You go to the bathroom and pick up a small device, about the size of cell phone, and slowly pass it over your organs. Immediately on the wall screen, you can see the 3-D image of your internal organs lighting up.
“John, we are going to analyze these images to see how your body is healing. By the way,
this morning the DNA sensors in your bathroom detected cancer growing in your pancreas.”
“Cancer?” You suddenly straighten up. You are puzzled. “But I thought cancer was cured years ago. No one even talks about it much anymore. How can I have cancer?”
“Actually, scientists never cured cancer. Let’s just say that we are in a truce with cancer, a stalemate. There are too many kinds of cancer. Like the common cold. We never cured that, either. We simply keep it at bay. I’ve ordered some nanoparticles to zap those cancer cells. There are only a few hundred of them. Just routine. But without this intervention, you would probably die in about seven years,” he deadpans.
“Oh, that’s a relief,” you say to yourself.
“Yes, today we can spot cancer years before a tumor forms,” says Dr. Brown.
“Tumor? What’s that?”
“Oh, that’s an old-fashioned word for a type of advanced cancer.

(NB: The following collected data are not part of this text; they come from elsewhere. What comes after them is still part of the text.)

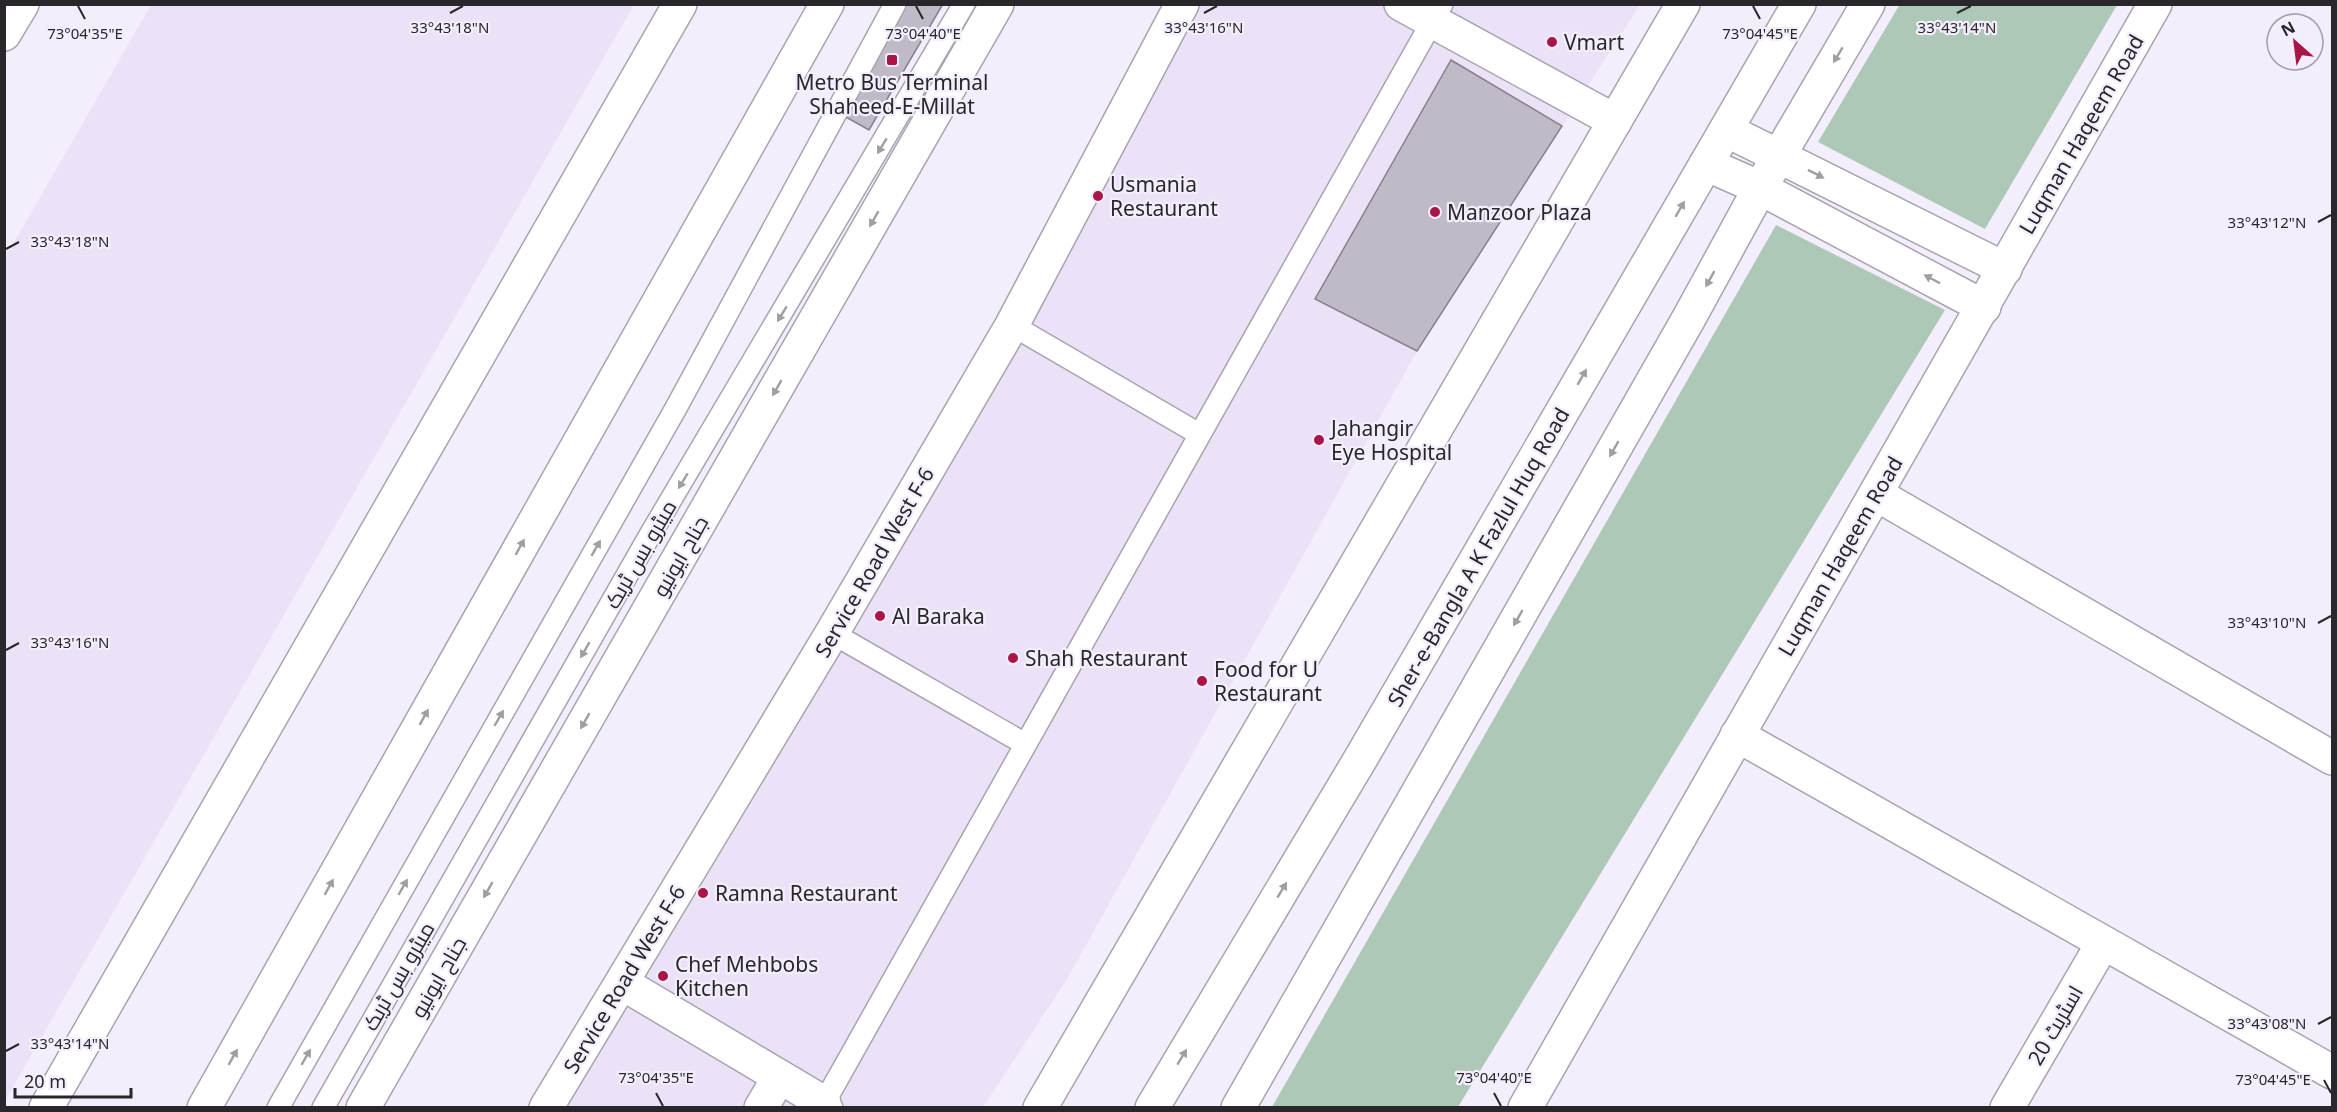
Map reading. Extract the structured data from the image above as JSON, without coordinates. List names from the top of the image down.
{
  "streets": {
    "street": [
      "Luqman Haqeem Road",
      "جناح ایونیو",
      "Sher-e-Bangla A K Fazlul Huq Road",
      "Service Road West F-6",
      "اسٹریٹ 20"
    ],
    "lane": ["میٹرو بس ٹریک"]
  },
  "places": {
    "other": [
      "Vmart",
      "Usmania Restaurant",
      "Manzoor Plaza",
      "Jahangir Eye Hospital",
      "Al Baraka",
      "Shah Restaurant",
      "Food for U Restaurant",
      "Ramna Restaurant",
      "Chef Mehbobs Kitchen"
    ],
    "transit": ["Metro Bus Terminal Shaheed-E-Millat"]
  },
  "scale_bar": "20 m",
  "north": "top left",
  "coordinates": [
    "33°43'18\"N",
    "33°43'16\"N",
    "33°43'14\"N",
    "73°04'35\"E",
    "73°04'40\"E",
    "73°04'45\"E",
    "33°43'12\"N",
    "33°43'10\"N",
    "33°43'08\"N"
  ]
}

It’s pretty much disappeared from the langauge. We never see them anymore,” adds Dr. Brown.
Then you realize that in all this excitement, you forgot that your sister threatened to set you up with someone. You call up Molly again.
“Molly, I am not doing anything this weekend, so can you find a date for me? You know the kind of person I like.”

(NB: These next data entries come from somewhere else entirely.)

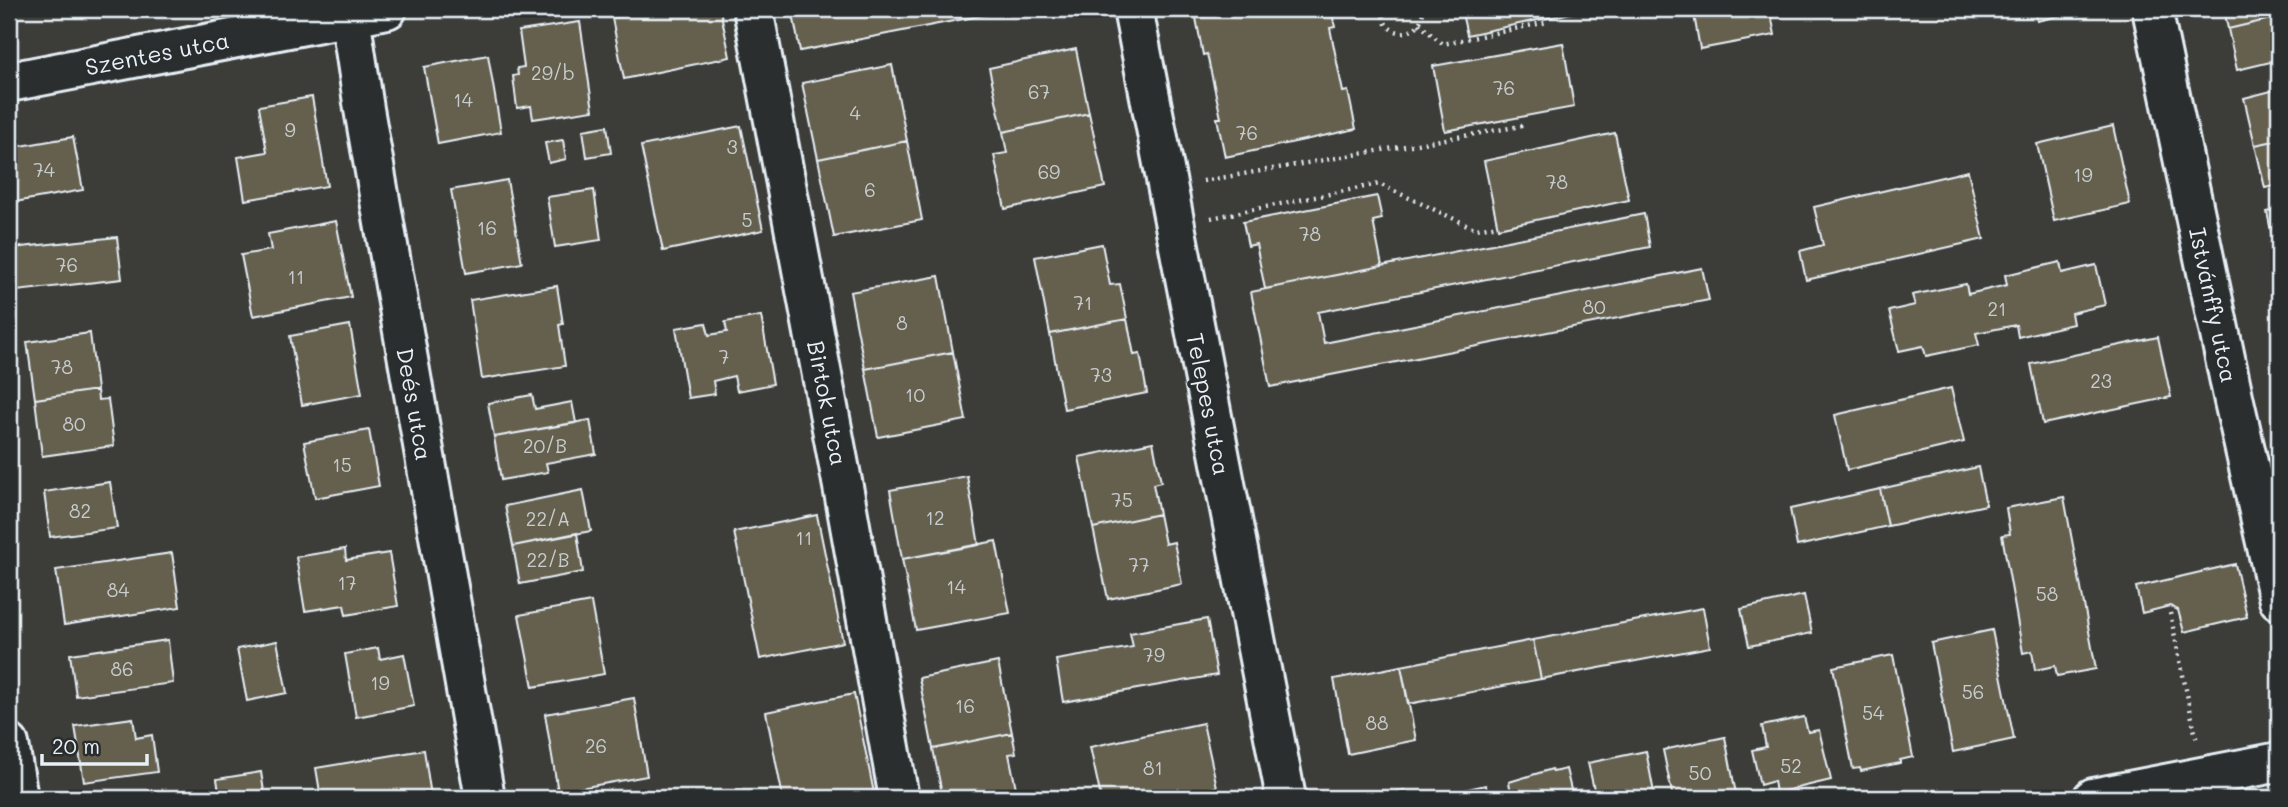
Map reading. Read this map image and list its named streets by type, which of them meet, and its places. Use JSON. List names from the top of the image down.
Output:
{
  "streets": {
    "street": [
      "Szentes utca",
      "Istvánffy utca",
      "Birtok utca",
      "Deés utca",
      "Telepes utca"
    ]
  },
  "crossings": [
    ["Szentes utca", "Deés utca"]
  ],
  "house_numbers": [
    "29/b",
    "76",
    "67",
    "14",
    "4",
    "9",
    "76",
    "3",
    "74",
    "69",
    "19",
    "78",
    "6",
    "5",
    "16",
    "78",
    "76",
    "11",
    "71",
    "80",
    "21",
    "8",
    "7",
    "78",
    "73",
    "23",
    "10",
    "80",
    "20/B",
    "15",
    "75",
    "82",
    "12",
    "22/A",
    "11",
    "22/B",
    "77",
    "17",
    "14",
    "84",
    "58",
    "79",
    "86",
    "19",
    "56",
    "16",
    "54",
    "88",
    "26",
    "52",
    "81",
    "50"
  ],
  "scale_bar": "20 m"
}
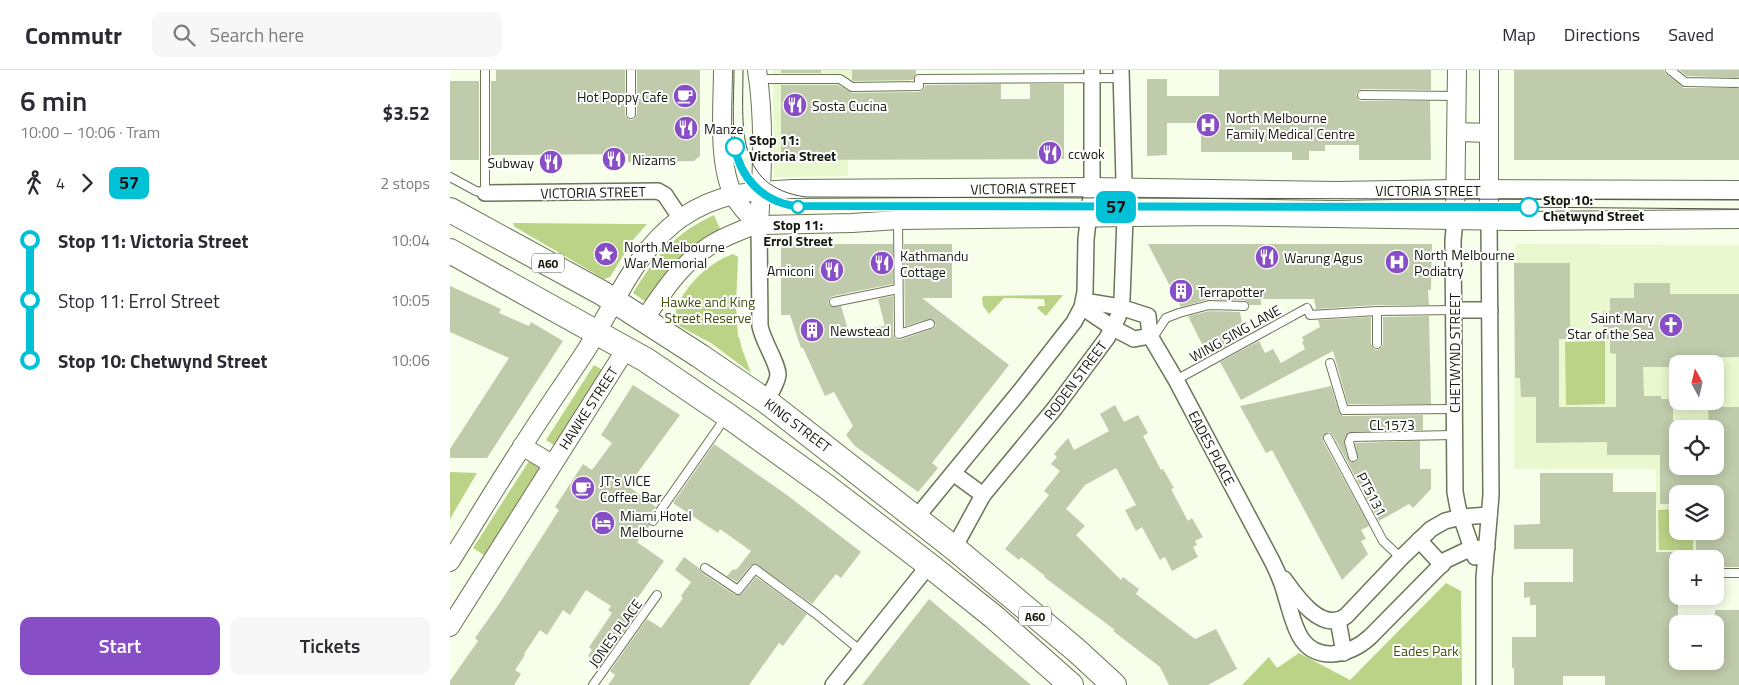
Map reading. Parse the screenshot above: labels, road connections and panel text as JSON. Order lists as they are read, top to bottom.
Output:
{
  "streets": {
    "highway": ["A60", "HAWKE STREET", "KING STREET"],
    "street": [
      "VICTORIA STREET",
      "CHETWYND STREET",
      "RODEN STREET",
      "EADES PLACE"
    ],
    "lane": [
      "WING SING LANE",
      "CL1573",
      "PT5131",
      "JONES PLACE"
    ]
  },
  "crossings": [
    ["VICTORIA STREET", "CHETWYND STREET"],
    ["VICTORIA STREET", "RODEN STREET"],
    ["VICTORIA STREET", "HAWKE STREET"],
    ["A60", "HAWKE STREET"],
    ["WING SING LANE", "EADES PLACE"],
    ["CHETWYND STREET", "CL1573"],
    ["RODEN STREET", "KING STREET"],
    ["RODEN STREET", "EADES PLACE"],
    ["HAWKE STREET", "KING STREET"]
  ],
  "parks": ["Hawke and King Street Reserve", "Eades Park"],
  "places": {
    "cafe": ["Hot Poppy Cafe", "JT's VICE Coffee Bar"],
    "restaurant": [
      "Sosta Cucina",
      "Manze",
      "ccwok",
      "Nizams",
      "Subway",
      "Warung Agus",
      "Kathmandu Cottage",
      "Amiconi"
    ],
    "hospital": ["North Melbourne Family Medical Centre", "North Melbourne Podiatry"],
    "other": ["Stop 11: Victoria Street", "Stop 11: Errol Street", "Stop 10: Chetwynd Street"],
    "place": ["North Melbourne War Memorial"],
    "building": ["Terrapotter", "Newstead"],
    "church": ["Saint Mary Star of the Sea"],
    "hotel": ["Miami Hotel Melbourne"]
  },
  "lines": ["tram line 57"],
  "north": "top",
  "page": {
    "header": "Commutr",
    "search": "Search here",
    "nav": ["Map", "Directions", "Saved"],
    "heading": ["6 min", "10:00 – 10:06 · Tram", "$3.52"],
    "on_map": "57",
    "legs": ["4", "57", "2 stops"],
    "list": [
      {
        "name": "Stop 11: Victoria Street",
        "value": "10:04"
      },
      {
        "name": "Stop 11: Errol Street",
        "value": "10:05"
      },
      {
        "name": "Stop 10: Chetwynd Street",
        "value": "10:06"
      }
    ],
    "map_buttons": ["+", "−"],
    "buttons": ["Start", "Tickets"]
  }
}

“Yes, your preferences are programmed in my memory. Wait a minute while I scan the Internet.” After a minute, Molly displays the profiles of promising candidates who are also sitting in front of their wall screens, asking the same question.
After scanning the candidates, you finally select one who appeals to you. This person, called Karen, somehow looks special, you think to yourself. “Molly, send Karen a polite message, asking her if she is available this weekend. There’s a new restaurant that just opened that I want to try.”